Le vote sanction infligé mardi 4 novembre au gouvernement de Barack Obama est dû également au fait que les salaires ne décollent toujours pas. Le salaire horaire n’a augmenté officiellement que de 0,1 % en octobre par rapport à septembre et de 2 % sur un an, un chiffre qui se trouve mangé, une fois l’inflation de 1,7 % retranchée.


Concernant les salaires, le vote des électeurs a montré leur détermination sur cette question fondamentale de classe, a laquelle les Démocrates n'ont apporté aucune réponse. Au cours de ces élections des référendums avaient lieu dans les Etats; les électeurs de l'Illinois, par exemple, ont largement voté en faveur de mesures non contraignantes pour augmenter le salaire minimum et l'investissement dans le secteur public grâce à un nouvel impôt sur les millionnaires, et pour demander aux entreprises d'assurance-maladie d'offrir une couverture pour la contraception. Dans cet Etat le candidat républicain au poste de gouverneur a facilement vaincu le démocrate sortant. Des mesures obligatoires pour le salaire minimum ont été adoptées dans l'Arkansas, au Nebraska, en South Dakota, et en Alaska… tous des États qui ont élu des sénateurs républicains.


C’est le parti Démocrate qui une fois au gouvernement a lancé une offensive contre les emplois, les salaires et les programmes sociaux dont bénéficiait la classe ouvrière. Il vient d’être sévèrement sanctionné par électeurs américains pour sa politique réactionnaire, ses attaques toujours plus dure contre la classe ouvrière et le peuple au profit du capital


Au Sénat, les Républicains seront maintenant majoritaires, ayant remporté 7 sièges de plus qu’ils en avaient. A la Chambre des représentants, ils ont remporté 14 sièges de plus, augmentant ainsi leur majorité à un niveau sans précédent depuis 1920. Les Républicains ont ainsi battu les Démocrates pour le poste de gouverneur, notamment dans des États traditionnellement démocrates comme l’Illinois, le Massachusetts, le Connecticut et le Maryland…

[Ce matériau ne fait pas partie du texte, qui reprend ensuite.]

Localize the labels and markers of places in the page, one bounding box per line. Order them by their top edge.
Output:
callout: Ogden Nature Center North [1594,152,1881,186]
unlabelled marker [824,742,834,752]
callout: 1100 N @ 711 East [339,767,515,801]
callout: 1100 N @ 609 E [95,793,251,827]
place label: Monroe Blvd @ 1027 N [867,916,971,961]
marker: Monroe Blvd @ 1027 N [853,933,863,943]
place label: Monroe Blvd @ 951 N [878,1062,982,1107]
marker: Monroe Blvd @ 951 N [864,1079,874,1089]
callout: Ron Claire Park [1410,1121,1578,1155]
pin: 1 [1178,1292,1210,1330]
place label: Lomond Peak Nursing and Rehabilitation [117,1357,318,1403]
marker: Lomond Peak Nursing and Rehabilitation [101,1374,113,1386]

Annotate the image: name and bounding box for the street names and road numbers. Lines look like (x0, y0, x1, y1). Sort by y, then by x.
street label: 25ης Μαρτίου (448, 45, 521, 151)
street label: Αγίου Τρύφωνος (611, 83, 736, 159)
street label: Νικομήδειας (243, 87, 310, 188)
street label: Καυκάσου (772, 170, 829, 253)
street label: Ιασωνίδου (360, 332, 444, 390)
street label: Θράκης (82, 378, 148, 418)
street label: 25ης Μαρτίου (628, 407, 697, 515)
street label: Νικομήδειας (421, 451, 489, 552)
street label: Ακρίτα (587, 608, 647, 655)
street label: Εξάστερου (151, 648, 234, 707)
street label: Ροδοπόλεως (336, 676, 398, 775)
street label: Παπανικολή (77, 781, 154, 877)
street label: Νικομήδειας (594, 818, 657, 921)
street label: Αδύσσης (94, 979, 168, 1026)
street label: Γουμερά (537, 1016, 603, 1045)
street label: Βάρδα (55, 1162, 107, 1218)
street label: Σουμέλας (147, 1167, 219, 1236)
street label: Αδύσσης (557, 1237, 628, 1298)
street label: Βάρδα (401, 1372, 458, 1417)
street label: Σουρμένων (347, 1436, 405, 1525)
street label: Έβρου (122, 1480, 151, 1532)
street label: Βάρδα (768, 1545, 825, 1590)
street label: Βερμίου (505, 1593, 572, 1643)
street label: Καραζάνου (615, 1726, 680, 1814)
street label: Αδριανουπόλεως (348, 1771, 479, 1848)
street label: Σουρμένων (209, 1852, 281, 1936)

Pour les démocrates ces élections représenteraient un signal envoyé par un électorat qui a  « viré à droite » et qui réclamerait une politique bipartisane et la fin des «blocages» ! Le chef de la majorité du sénat, le républicain Harry Reid a déclaré : «Ils (les électeurs) veulent que nous travaillions ensemble.» Obama a également indiqué que La Maison blanche est prête à travailler avec les Républicains. Cette perspective de « cohabitation » permettrait d’imposer une série de mesures en faveur de la classe dirigeante et du capital, comme une nouvelle réduction des impôts pour les entreprises, davantage d'attaques contre les droits démocratiques, une intensification de la guerre en Syrie et en Irak…


Non la population n’a pas « viré à droite » comme l’affirment les démocrate. Les sénateurs et les gouverneurs républicains ont été élus suite au fort taux d'abstention des électeurs ouvriers et jeunes.


Ces élections montrent la nécessité d’une rupture avec les deux partis représentant le grand capital qui se relaient pour mener la même politique.


Républicains, Démocrates, ce faux choix dure depuis trop longtemps aux Etats-Unis. Ces dernières élections viennent de montrer qu’une majorité du peuple de ce pays le refuse. 


Il est temps de construire un mouvement politique de classe, sur la base d’un programme révolutionnaire ouvrant la voie au socialisme.  Le peuple américain doit trouver une expression politique à ce mouvement qui est phagocyté par un système biparti et par les institutions officielles du capitalisme américain.